What is required is to comprehend by our judicial system is that the custodial parent (mothers mostly) can be fiendish, with the end goal of seeking retribution on a non custodial parent (fathers mostly, in our society). What such contesting parents fail to acknowledge is that they are hurting the child both in the short and the long haul by denying him/her of a decent parent just because they want to get vengeful against their ex-spouse. The child is merely used as a tool in this case. The alienator is not worried for the welfare of the child but more so with their own longing for retribution.
Whoever utilizes mental conditioning tactics to get the child to loathe the other parent is in the wrong. There is extensive evidence that shows the damage that is done to children who are alienated against a non custodial parent when they are minors.
Research has demonstrated that when they grow up such children experience the ill effects of the harm caused by an estranged custodial parent. The most horrible thing that can happen in a child’s life, apart from losing a parent, is to become a rolling ball in parents’ divorce and ensuing custody battle.

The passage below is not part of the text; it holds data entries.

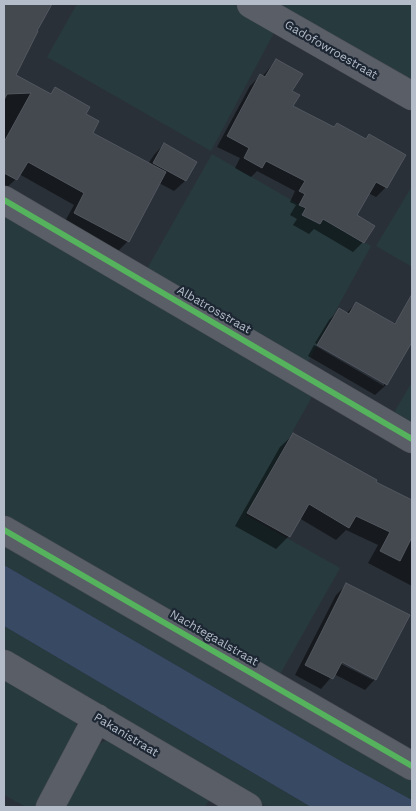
<!DOCTYPE html>
<html>
<head>
<meta charset="utf-8">
<style>
	body { margin:0 }
	#map { position:relative; width:416px; height:811px; overflow:hidden; background:#2a3038; font-family:"Work Sans",sans-serif }
	canvas { display:block }
	.frame { position:absolute; inset:0; border:5px solid #b4bcc9; pointer-events:none }
</style>
</head>
<body>
<div id="map">
<canvas width="416" height="811"></canvas>
<div class="frame"></div>
</div>
<script>
const ctx = document.querySelector('canvas').getContext('2d');
ctx.lineJoin = 'round';
function paint(path, color) { ctx.fillStyle = color; ctx.fill(path, 'evenodd'); }
const shape = rows => new Path2D(rows.map(r => 'M' + r).join(''));
function stroke(path, color, width, dash) { ctx.strokeStyle = color; ctx.lineWidth = width; ctx.lineCap = dash ? 'butt' : 'round'; ctx.setLineDash(dash || []); ctx.stroke(path); }
function drawText(font, color, halo, rows, align = 'center') {
  ctx.font = font + ' "Work Sans",sans-serif'; ctx.lineWidth = 4.5; ctx.setLineDash([]); ctx.textBaseline = 'middle'; ctx.strokeStyle = halo; ctx.fillStyle = color; for (const [text, x, y, turn = 0] of rows) {
    ctx.save(); ctx.translate(x, y); ctx.rotate((+turn || 0) * Math.PI / 180); ctx.textAlign = isNaN(turn) ? turn : align; if (halo) ctx.strokeText(text, 0, 0); ctx.fillText(text, 0, 0); ctx.restore();
  }
}
const green = shape([
	[77,4,233,4,276,29,211,151,47,57],
	[272,4,412,4,412,82],
	[212,154,371,246,304,369,143,276],
	[412,186,412,267,376,246],
	[4,213,314,393,246,515,340,568,278,678,4,520],
	[412,382,412,428,392,416],
	[4,539,412,775,412,800,346,764,4,565],
	[4,626,297,799,311,807,267,807,247,796,4,649],
	[4,670,74,715,77,727,38,807,26,807,4,795],
	[105,741,117,741,214,792,205,807,56,807,93,747]
]);
const water = shape([
	[4,565,346,764,412,800,412,807,311,807,4,626]
]);
const shadow = shape([
	[4,4,50,4,35,31,15,75,50,95,55,89,84,114,91,134,148,164,154,155,164,144,196,162,185,181,174,191,159,183,128,241,116,253,63,225,74,205,19,174,16,179,4,190],
	[276,60,291,92,292,107,333,128,365,140,369,136,386,187,376,197,368,193,355,215,363,242,353,252,314,229,309,234,293,225,297,219,290,215,296,205,290,202,295,191,257,171,251,177,235,168,240,158,217,147,250,86,260,76,262,77],
	[356,303,393,324,400,318,409,323,412,318,412,339,386,385,375,395,308,356,314,345,384,386,384,383,315,343,329,320,339,310,346,314],
	[293,435,374,482,412,501,412,586,368,563,378,545,346,530,336,540,299,518,289,536,276,549,235,526,280,447],
	[347,584,375,679,365,690,334,674,321,689,295,675,336,595],
	[337,659,373,677,373,680,335,661]
]);
const building = shape([
	[4,4,52,4,37,31,38,31,16,75,51,94,55,87,90,107,86,114,99,121,93,133,166,172,129,242,74,213,84,193,28,162,17,180,4,173,4,142,31,93,7,94,4,100,4,4],
	[276,59,303,74,292,91,300,95,293,106,334,127,337,123,366,139,369,134,406,155,387,188,376,182,357,215,375,226,364,243,323,219,320,224,302,215,306,208,299,205,305,194,299,191,305,181,266,161,262,168,244,158,249,148,227,136,260,74,265,77,276,59],
	[164,143,197,162,186,181,153,163,164,143],
	[412,294,412,342,387,385,317,345,339,308,349,314,356,302,395,324,412,294],
	[293,433,377,480,376,482,412,500,412,537,400,561,380,551,390,532,356,516,349,528,309,504,290,537,247,513,293,433],
	[346,583,410,615,376,680,342,662,333,679,305,665,346,583]
]);
const street = shape([
	[251,4,412,96],
	[4,200,412,439],
	[4,530,412,766],
	[4,664,248,807],
	[50,807,97,718]
]);
const cycleway = shape([
	[4,200,412,439],
	[4,530,412,766]
]);
const streetNames = [
	["Gadofowroestraat",331,50,30],
	["Albatrosstraat",214,310,30],
	["Nachtegaalstraat",214,638,30],
	["Pakanistraat",126,735,31]
];
paint(green, '#273a3e');
paint(water, '#384963');
paint(shadow, '#0007');
paint(building, '#444950');
stroke(building, '#52575f', 1);
stroke(street, '#484c53', 29);
stroke(street, '#5a5e66', 28);
stroke(cycleway, '#56b35d', 6);
drawText('12px', '#b4bcc9', '#1d2633', streetNames);
</script>
</body>
</html>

There is no simple approach to battle distance, particularly if the guardian has had little contact with the child over a long stretch of time. One may say the alienator has won and has the complete control of the child in this situation. The two (the alienator and the child) then are a “group” who work against the estranged non custodial parent with the end goal of denying the estranged non-custodial parent any contact with the defrauded child.

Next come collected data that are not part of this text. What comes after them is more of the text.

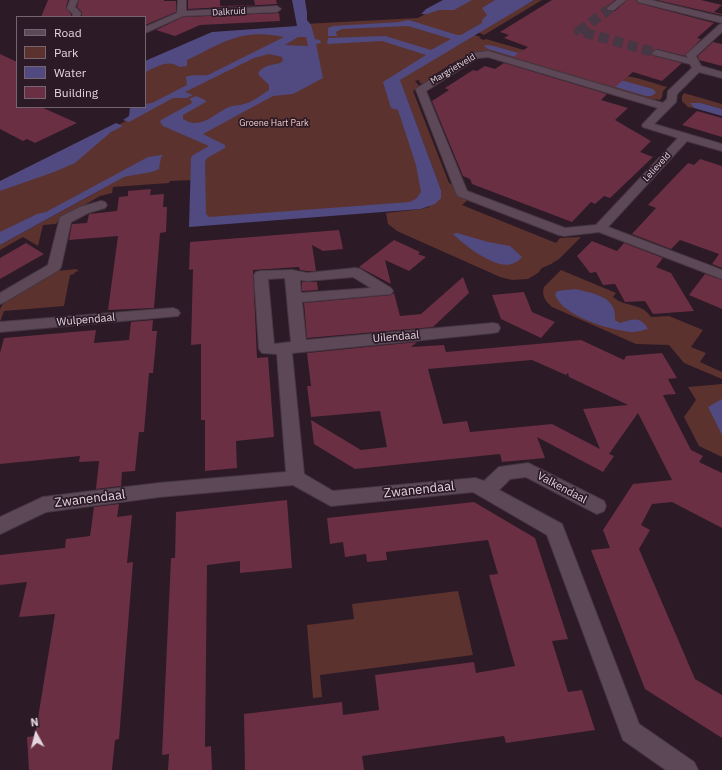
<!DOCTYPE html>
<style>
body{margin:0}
#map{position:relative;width:722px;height:770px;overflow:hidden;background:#2c1a27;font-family:"IBM Plex Sans",sans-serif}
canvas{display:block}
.legend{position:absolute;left:16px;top:16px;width:130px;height:92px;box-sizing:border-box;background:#2c1a27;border:1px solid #756571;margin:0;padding:5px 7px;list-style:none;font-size:12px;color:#e3d6df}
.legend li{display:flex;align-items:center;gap:8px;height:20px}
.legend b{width:20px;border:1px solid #756571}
.north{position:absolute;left:16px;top:714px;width:40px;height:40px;-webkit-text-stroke:3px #2c1a27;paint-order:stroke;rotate:353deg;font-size:11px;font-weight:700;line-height:16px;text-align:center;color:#e3d6df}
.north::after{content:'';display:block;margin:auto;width:14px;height:18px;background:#e3d6df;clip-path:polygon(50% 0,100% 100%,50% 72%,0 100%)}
</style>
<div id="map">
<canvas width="722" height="770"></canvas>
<ul class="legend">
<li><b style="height:5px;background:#5d4857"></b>Road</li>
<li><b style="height:11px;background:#5b322e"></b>Park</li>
<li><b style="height:11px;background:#504a80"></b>Water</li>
<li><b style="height:11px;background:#6a2f42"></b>Building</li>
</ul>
<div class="north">N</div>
</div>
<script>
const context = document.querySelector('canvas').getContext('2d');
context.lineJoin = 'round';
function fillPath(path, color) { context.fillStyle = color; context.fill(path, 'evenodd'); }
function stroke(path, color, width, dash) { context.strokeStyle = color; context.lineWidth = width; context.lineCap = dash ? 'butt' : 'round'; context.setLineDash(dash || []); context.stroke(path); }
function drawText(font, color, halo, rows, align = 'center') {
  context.font = font + ' "IBM Plex Sans",sans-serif'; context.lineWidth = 3.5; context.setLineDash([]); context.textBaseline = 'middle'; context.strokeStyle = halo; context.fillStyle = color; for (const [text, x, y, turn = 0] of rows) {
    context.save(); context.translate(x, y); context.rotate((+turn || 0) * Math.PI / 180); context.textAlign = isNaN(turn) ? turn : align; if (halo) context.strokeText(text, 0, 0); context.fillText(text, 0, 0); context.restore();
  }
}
const green = new Path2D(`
 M450,0H527L471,36L474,35L481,37L479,38L484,40L486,39L593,70L637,78L667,87L663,91L662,97L660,100L656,99L653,102L489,53C466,51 448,67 429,78L430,80L424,84L420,83L419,80L415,81L420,87L413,91L449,183L455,186L468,200L462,205L556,243L560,238L581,237L559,259L551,264L542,268L538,273L528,279L512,280L500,277L397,231L388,224L386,213L422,209L429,207L441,190L400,81L433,193L419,205L194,222L193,180L170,181L169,183L113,187L112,193L100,196L59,220L56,224L43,225L38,246L23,237L0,250V245L110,185L0,243V184L132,118L145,107V67L216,34L302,29L303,24L418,18Z
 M534,0H542L484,35L477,32Z
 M684,93L722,104V109L701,103L691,104L694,108L688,107L682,101V96Z
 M76,269L79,271L75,272L74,274L70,275L64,306L4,311L0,322V309L3,304L58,271Z
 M561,270L616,293L613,297C626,308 641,302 651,317L669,316L703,330L691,347L706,353L700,362L722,372V379L684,363L669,345L636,344L552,307C546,302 541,296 544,287Z
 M722,384V457L699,446L684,417L696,400L688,387Z
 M458,591L473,655L320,675L322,697L313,698L307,625L354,619L352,604Z`);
const water = new Path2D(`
 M292,0H305L307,13V20L311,25L315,39L320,40L321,43L316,44L323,78L293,94L273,96L203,134L225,145V148L207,158L205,162L206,214L209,217L410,202L417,198L421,192L416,165L398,110L391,108L383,82L426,55L382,41L327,44L328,38L385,36L431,50L451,39L408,26L342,29L336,32L337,36H328V28L333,26L399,22L409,20L457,35H461L482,23V20L487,15L482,8L495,0H534L400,80L441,190V198L435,204L421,209L189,227L191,158L193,155L209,146L163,126L160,122L161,120L192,103L191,100L189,99L196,96L205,100L206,102L183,115V119C200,131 215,113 229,107C234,105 239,106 244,104C253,102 261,95 269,90V85L258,74L260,70L267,66L280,63L283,61L282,57L269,54L254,58L185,92L193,95L186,98H173L129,122L123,120L129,116L130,107H145V104L152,103L187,85L186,77C193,74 200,76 208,75L284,37C242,28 224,42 187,60V66L179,67C169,59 156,67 146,72L145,79V61L212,32L297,26ZM298,37H306L308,46L285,45Z
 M443,0H472L454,10H439L427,14H421L426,9Z
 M485,45L494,46L594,75L606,76L653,89L656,93L651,96H646L488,49L484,46Z
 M690,103H701L722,109V116L694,108Z
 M116,123L123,126L111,132L75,163L54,172L0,191V181Z
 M161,155L163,156L161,157L159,169C149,174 135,174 124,177L0,245V232L37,214L46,212L148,157Z
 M457,233L488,242L510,246L522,257C520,259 517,262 514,263C498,272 464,245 453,234Z
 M576,289C594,294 617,296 615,320L620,323C633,319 640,316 648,329C643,330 637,332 632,332C610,330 564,317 555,295L557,291Z
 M722,399V435L708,407Z`);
const building = new Path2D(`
 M48,0H68L66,7L71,14V17H41Z
 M79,0H164V1H176V12L145,25V17H82V12L77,7Z
 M188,0H220V6L255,5L254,0H276L277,4L188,9Z
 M552,0H615L606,8L608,12L615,11L627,0H636L638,3L714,23L697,38L701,39L685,56L657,49L651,52L654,56L682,63L662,81L633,72L615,87L513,57L528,47L504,38L509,35L500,32Z
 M657,0H701L722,5L714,12L722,14V15Z
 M279,13L280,21L200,25L175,36L156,30L183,17Z
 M713,42L722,44V66L699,60L698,56Z
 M0,54L17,62V107H41L77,123L35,143L27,139L23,141L0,129Z
 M504,63L607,94L601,100L628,108L615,120L651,141L640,152L653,157L610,198L604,196L595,204L591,202L572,222L472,184L470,179L463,176L432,101L449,90L445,88L473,70L477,71L485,66L495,69Z
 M697,111L722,118V137L682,125Z
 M700,159L722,166V268L712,264L719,254L680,240L671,249L632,234L656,208L648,205L688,163L694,165Z
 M151,189L150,195L164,194L163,207H167L166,232L160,233L154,308L108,310L118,236L69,240L72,224L87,223L89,214L117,211L119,197L128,196V191Z
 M339,230L343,249L323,251L312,245L316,271H307L300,270L299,267L253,270L257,358L268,357L274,437L236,441L237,468L205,471V420H201V344L191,345L193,269L189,270L190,242Z
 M394,240L420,252L418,254L426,257L409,271L385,260L391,284L359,267Z
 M592,241L617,251L624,243L663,258L656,267L671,273L694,311L653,314L645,301L625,302L615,284L603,285L596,272L590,273L577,256Z
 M26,243L44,254L0,279V258Z
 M705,274L722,280V309L689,295Z
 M463,277L469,293L433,327L307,338L304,303L391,295L394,293L400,316L421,314Z
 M302,282H317L318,290L302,291Z
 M524,292L532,312L555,322L541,338L501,319L492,295Z
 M153,320L152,331H157L153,373H149L144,432H139L135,471L122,472L121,486L96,489L99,461L79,462L80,456L0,464V353L4,338L96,330L94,343L129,340L131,322Z
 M581,340L624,360L626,356L662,353L677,378L668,379L676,394L663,395L670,409L691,450L703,456L699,462L722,473V528L672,502L652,504L641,525L650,530L639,549L695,679L722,695V738L645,689L591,550L610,548L603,530L633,484L672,480L638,413L609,454L614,456L603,472L537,437L545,458L502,462L500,454L355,469L314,444L311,420L361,450L387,447L380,411L311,417L307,386H311L307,353L417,342L411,347L444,345L446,352ZM532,360L566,375L568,373L569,377L628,405L583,409L600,449L552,424L470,432L467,421L443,424L428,369Z
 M287,500L292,568L240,573V561L207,565L205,747L211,746L212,770H168L169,754L162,755L171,558H175L176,512Z
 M474,502L535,538L568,639L552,641L568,692L582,690L595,730L506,743L504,736L362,756L364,770H245L244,714L342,702L343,715L379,710L375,675L474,662L476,673L515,666L489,575L498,574L488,540L386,552L387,560L367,562L366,554L345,557L343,542L330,544L327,518Z
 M119,504L117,517L132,515L127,563L133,562L119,739L115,740L112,770H29L27,737L35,736L55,614L19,617L27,582L0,585V555L65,548L66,539L90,536L94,507Z`);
const streetTunnel = new Path2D(`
 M611,8L579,31L657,53`);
const street = new Path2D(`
 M70,0H78L75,7L81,13L80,17H72L73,14L67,8Z
 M178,0H186V11L277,6L281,9L277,12L183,16L145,33V27L177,13Z
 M617,0H626L614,10H608L607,8Z
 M637,0H651L722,17V23L638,2Z
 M722,24V32L696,56L701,66L722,72V78L699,72L677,94L676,102L654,124L722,144V151L687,141L608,227L722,270V279L599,232L564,236L559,235L458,196L456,193L416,90L417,88L473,53L488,51L663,103L667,99L668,91L692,68L690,64L654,55L652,53L654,51L657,50L688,58L686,55L688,53L719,25ZM488,57L658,108L642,125L643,127L678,138L596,225L565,228L467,191L426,91L478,58Z
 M101,201L105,202L107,205L105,208L88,213L71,222L61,267L59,270L5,302L0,304V293L48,265L60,217L80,207Z
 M355,268L360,269L391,288L393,291L391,294L302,302L306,340L493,323L498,324L500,328L498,332L493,333L292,353L304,474L333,491L475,478L484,481L499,467L528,463L604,501L606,506L604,511L597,514L526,477L510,479L499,490L562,524L639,724L694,762L698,770H666L623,740L547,535L473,492L331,506L293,485L159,497L46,512L0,534V517L43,497L159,483L286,472L277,354L262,353L259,349L254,275L256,272L261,271L292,270L307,273ZM353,277L371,288L301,293L300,280L307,281ZM285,278L291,342L274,344L268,279Z
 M173,308L178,310L180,313L178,316L0,332V322Z`);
const farStreetnames = [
 ["Dalkruid",229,12,-3],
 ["Margrietveld",453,69,-31],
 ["Lelieveld",657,167,-47]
];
const farParknames = [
 ["Groene Hart Park",274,123]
];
const streetNames = [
 ["Wulpendaal",86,320,-5],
 ["Uilendaal",396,337,-5],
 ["Valkendaal",562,488,28]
];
const nearStreetnames = [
 ["Zwanendaal",419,490,-6],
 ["Zwanendaal",90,499,-7]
];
fillPath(green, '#5b322e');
fillPath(water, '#504a80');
fillPath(building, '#6a2f42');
stroke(streetTunnel, '#473643', 10, [10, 5]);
stroke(street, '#463742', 2);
fillPath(street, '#5d4857');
drawText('9px', '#e3d6df', '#2c1a27', farStreetnames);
drawText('9px', '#f2c9c4', '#2c1a27', farParknames);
drawText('11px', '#e3d6df', '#2c1a27', streetNames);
drawText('13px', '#e3d6df', '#2c1a27', nearStreetnames);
</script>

The only recourse to combat parental alienation syndrome injected in an estranged child by a custodial parent is that the non-custodial parent must have frequent and adequate access to the child. It is time that our family justice system must understand that in guardianship matters, courts are required to exercise quasi parental jurisdiction. The supreme consideration in such context is the welfare of the minor, and to ensure this courts have unfettered powers. Application under section 12 of the Guardian & Wards Act, 1890 is required to be decided on such principles.
Our judicial system must acknowledge that the contesting parents have inherent right to seek adequate and reasonable visitation hours, especially the non-custodial parent who is mostly the father, and is inherently a natural guardian of the minor. In order to achieve this purpose, the Guardian Court should facilitate a congenial, homely and friendly environment and a reasonable visitation schedule to the non custodial parent. Courtroom of a Guardian Judge or a separate room within the Court premises for visitation is neither conducive nor effective. It lacks basic and proper facilities and arrangements and is not comparable to a homely environment. Meeting for merely two hours once in a month do not serve the purpose.